Chewing Gum, Sweat-Free Suits, And More: 5 Observations From The Capitol

Apr 1, 2013

The Florida Senate meets in an organizational session. This same group was recently caught doing the Harlem Shake in Senate Chambers.

We're nearly halfway through the legislative session, and your roving Capitol bureau reporters are ready for a nap.

We'll need one, since the busiest days are still weeks away.

It was quiet at the Capitol in the days before Easter. So this seemed like a good time to share some observations made while covering the Florida Legislature.

Everybody chews gum. Lawmakers and lobbyists in particular can, in fact, walk and chew gum at the same time.

You quickly learn how important fresh breath can be when people are in your face all day advocating for a cause or giving an interview.

Every Tallahassee retailer should have a well-stocked supply of minty fresh gum.

Not all politicians have mastered the art of the sound bite. Why do some lawmakers get their names in the news more than others? I'd like to tell you it's because they are doing something that will positively change your life, but really it's because they say stuff that's interesting.

Those who regurgitate talking points are no fun, unlike those who speak their minds. Reporters prefer interview subjects who will say things that keep the audience tuned in.

Audio plugs in the committee meeting rooms are all different. This is a confounding bane for radio reporters new to the beat.

You never know which plug or adapter will be necessary for your recorder. This is an issue if you are worried about producing a radio story with people other than yourself saying interesting things.

Fashion at the Capitol gives new meaning to the term "Suits." Suits are everywhere. Even in an outside, humid, high noon, sun-beating-down-on-us news conference, the men are wearing stifling pinstripe suits.

I'm amazed at how many of them DON'T SWEAT. How can this be?  Is it Botox? Are air conditioners sewn into those pinstripe sleeves?
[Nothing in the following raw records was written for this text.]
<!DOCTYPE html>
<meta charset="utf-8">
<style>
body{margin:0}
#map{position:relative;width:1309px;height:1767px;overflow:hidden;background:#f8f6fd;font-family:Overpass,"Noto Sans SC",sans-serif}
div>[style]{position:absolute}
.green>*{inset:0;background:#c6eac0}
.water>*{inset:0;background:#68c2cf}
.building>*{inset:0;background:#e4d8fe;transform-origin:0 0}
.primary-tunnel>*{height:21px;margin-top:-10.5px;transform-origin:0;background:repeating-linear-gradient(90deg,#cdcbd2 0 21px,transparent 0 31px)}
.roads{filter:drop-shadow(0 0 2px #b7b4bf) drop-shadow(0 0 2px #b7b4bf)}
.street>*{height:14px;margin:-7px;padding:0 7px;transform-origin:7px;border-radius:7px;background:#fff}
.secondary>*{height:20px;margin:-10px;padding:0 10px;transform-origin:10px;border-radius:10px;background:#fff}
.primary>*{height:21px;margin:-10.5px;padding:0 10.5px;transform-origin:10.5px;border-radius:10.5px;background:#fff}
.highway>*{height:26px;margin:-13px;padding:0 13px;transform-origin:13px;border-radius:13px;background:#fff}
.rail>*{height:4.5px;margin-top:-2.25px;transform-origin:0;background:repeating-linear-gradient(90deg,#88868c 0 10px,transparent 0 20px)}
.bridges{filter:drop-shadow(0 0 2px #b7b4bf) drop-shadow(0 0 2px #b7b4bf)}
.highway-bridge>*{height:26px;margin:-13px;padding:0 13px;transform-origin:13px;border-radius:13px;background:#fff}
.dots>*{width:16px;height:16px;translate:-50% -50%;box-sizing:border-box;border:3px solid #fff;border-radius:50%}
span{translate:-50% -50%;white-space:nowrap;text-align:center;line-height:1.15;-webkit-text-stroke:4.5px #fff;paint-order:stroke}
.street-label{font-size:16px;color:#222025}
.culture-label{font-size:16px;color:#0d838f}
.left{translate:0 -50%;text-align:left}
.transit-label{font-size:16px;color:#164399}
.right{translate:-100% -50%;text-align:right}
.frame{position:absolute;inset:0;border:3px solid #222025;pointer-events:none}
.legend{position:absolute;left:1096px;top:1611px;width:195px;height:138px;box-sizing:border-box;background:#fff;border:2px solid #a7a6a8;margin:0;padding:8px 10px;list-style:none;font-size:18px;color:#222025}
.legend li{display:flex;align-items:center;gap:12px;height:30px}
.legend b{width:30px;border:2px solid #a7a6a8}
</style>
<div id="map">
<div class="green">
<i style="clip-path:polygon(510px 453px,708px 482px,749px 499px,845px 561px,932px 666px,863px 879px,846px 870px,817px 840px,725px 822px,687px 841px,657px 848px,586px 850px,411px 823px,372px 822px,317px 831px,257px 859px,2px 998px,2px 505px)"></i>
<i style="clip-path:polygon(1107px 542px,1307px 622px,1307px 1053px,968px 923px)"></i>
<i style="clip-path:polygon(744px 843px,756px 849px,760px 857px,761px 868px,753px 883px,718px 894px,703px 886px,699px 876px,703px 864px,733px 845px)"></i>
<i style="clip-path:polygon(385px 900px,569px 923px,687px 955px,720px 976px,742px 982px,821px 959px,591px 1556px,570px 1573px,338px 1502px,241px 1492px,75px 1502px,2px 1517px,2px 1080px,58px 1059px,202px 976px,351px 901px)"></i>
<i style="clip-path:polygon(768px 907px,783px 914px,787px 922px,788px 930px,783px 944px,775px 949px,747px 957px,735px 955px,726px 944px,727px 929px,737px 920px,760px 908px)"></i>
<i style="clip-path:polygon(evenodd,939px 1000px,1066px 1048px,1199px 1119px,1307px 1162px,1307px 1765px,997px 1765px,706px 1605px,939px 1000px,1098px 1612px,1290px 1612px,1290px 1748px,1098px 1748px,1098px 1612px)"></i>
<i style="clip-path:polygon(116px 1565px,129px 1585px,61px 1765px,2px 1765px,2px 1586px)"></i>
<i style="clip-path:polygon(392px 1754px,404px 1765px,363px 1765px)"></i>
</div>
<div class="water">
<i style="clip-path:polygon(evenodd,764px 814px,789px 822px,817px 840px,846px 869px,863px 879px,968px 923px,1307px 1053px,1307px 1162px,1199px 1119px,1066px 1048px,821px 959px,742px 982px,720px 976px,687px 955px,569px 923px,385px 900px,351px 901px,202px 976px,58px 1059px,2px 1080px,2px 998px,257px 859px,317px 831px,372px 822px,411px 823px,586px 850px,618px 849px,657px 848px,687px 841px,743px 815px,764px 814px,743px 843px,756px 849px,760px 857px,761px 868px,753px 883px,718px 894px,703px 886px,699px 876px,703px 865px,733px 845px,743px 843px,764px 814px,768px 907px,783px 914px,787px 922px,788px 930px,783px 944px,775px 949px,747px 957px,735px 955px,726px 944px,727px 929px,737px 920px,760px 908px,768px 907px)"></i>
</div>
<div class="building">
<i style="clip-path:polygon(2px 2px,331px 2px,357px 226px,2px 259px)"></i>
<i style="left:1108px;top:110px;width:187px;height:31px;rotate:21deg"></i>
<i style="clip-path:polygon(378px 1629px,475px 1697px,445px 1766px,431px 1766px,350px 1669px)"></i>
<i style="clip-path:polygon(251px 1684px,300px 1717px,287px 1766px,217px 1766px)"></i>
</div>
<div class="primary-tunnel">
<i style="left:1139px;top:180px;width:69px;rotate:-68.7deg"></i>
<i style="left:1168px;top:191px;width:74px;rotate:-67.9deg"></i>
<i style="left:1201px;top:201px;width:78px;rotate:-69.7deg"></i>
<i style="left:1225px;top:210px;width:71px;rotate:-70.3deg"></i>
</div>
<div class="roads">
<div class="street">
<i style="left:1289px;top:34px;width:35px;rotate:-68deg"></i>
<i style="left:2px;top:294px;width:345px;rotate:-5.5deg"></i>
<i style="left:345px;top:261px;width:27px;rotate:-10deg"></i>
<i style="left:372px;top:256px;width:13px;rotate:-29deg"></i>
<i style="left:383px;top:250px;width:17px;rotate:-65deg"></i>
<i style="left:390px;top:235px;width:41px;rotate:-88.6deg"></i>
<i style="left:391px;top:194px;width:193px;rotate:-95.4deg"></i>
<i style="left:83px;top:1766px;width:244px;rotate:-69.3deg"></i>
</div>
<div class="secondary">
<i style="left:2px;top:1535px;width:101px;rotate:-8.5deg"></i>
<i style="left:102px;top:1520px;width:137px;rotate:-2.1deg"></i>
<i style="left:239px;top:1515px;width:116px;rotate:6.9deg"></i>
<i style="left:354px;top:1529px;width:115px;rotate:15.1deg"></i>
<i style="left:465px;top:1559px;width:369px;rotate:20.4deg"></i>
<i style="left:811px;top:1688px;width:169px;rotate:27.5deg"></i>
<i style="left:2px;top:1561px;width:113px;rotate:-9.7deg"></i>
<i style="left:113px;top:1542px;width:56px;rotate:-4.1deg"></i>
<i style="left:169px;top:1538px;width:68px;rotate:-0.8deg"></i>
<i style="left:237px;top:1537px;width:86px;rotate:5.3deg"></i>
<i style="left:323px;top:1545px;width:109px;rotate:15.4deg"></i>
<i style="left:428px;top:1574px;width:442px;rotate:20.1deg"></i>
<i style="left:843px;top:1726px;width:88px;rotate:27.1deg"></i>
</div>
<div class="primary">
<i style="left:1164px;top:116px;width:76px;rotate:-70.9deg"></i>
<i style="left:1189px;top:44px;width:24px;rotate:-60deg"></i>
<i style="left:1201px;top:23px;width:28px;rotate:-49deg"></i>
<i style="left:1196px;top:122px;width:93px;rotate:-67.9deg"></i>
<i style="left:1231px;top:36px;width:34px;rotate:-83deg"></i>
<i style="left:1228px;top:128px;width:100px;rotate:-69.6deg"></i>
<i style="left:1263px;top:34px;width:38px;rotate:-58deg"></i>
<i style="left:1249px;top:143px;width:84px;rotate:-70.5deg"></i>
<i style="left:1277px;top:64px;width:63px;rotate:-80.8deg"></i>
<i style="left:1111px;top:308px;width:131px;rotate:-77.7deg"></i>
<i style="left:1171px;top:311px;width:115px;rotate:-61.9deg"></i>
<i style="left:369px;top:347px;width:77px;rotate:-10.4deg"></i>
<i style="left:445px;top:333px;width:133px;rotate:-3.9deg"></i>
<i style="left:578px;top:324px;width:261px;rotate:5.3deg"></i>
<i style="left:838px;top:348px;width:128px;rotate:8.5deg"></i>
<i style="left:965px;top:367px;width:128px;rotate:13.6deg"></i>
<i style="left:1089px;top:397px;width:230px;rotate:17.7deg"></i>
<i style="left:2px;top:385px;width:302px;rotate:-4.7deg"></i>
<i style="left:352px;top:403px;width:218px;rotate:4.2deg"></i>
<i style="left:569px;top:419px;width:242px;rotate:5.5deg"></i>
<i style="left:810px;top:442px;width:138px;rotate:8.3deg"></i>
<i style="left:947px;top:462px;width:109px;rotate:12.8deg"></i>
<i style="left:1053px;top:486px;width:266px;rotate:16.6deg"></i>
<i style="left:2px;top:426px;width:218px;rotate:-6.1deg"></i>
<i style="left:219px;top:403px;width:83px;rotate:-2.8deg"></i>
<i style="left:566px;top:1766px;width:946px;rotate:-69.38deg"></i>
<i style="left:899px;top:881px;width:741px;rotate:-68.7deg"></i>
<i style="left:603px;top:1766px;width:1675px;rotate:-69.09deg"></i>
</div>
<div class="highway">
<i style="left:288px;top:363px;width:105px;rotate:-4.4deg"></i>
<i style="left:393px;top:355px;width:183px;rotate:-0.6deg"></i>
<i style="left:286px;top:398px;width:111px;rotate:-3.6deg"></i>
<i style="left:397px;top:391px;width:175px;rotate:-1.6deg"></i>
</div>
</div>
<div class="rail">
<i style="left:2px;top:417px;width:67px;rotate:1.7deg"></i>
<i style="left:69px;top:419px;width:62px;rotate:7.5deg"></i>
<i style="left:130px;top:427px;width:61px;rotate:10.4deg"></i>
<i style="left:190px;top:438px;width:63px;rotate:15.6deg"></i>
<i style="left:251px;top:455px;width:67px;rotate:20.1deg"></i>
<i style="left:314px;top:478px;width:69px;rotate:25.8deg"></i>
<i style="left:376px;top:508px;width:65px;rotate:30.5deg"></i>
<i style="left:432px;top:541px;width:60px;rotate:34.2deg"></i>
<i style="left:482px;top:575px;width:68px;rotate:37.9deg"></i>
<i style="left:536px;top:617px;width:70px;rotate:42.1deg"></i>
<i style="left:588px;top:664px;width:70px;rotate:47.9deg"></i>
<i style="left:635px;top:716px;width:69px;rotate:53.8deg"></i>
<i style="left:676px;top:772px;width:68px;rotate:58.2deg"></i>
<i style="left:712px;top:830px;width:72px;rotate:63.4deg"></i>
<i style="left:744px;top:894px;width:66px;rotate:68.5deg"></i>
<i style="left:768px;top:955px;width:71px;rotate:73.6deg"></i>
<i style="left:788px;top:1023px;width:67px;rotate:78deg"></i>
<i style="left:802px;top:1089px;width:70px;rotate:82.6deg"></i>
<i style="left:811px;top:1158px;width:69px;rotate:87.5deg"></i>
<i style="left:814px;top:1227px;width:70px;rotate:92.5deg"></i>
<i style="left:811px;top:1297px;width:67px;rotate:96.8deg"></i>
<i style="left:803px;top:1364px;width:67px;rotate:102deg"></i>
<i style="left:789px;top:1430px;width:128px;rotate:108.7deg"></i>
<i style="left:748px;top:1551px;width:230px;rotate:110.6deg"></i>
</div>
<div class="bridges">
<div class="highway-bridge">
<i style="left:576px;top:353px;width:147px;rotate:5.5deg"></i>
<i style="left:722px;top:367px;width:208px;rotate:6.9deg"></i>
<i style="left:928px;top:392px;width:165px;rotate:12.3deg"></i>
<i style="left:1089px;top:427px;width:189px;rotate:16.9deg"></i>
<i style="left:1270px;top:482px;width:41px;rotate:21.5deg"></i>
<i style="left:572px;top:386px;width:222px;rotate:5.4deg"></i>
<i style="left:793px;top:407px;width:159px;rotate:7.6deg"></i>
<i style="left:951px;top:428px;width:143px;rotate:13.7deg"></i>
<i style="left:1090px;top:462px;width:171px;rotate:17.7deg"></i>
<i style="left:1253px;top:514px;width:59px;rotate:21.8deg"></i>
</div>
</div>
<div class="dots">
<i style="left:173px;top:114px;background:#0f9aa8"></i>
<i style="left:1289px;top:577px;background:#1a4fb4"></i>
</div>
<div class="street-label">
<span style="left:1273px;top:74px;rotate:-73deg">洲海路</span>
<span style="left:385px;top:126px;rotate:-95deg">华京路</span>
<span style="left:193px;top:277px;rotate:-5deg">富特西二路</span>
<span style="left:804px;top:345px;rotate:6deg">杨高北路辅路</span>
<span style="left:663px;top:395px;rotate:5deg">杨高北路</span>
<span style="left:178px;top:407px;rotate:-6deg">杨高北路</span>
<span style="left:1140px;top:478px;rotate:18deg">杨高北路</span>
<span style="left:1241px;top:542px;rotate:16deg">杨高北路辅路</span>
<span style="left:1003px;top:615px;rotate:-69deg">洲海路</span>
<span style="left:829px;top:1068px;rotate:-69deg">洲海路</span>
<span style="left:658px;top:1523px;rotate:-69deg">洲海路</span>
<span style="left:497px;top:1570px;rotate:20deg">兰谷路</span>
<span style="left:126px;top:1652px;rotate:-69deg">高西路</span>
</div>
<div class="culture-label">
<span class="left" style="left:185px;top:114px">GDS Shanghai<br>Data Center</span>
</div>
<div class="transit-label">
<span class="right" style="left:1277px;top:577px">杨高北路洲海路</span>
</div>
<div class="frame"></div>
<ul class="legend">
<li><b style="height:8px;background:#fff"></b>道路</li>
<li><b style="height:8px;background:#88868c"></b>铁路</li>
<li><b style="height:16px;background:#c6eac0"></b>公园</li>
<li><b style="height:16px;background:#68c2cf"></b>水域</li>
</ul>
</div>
Lawmakers are people, too. Yes, they are politicians, but they have families, friends, pets.

Many of them are small-business owners.

They have pictures of kids and grandkids lining their desks.

And they cry, as we saw this week during the Senate memorial service for the late Sen. Larcenia Bullard. Sen. Jack Latvala ended his teary farewell with, "We love you, Larcenia, and we'll miss you a lot."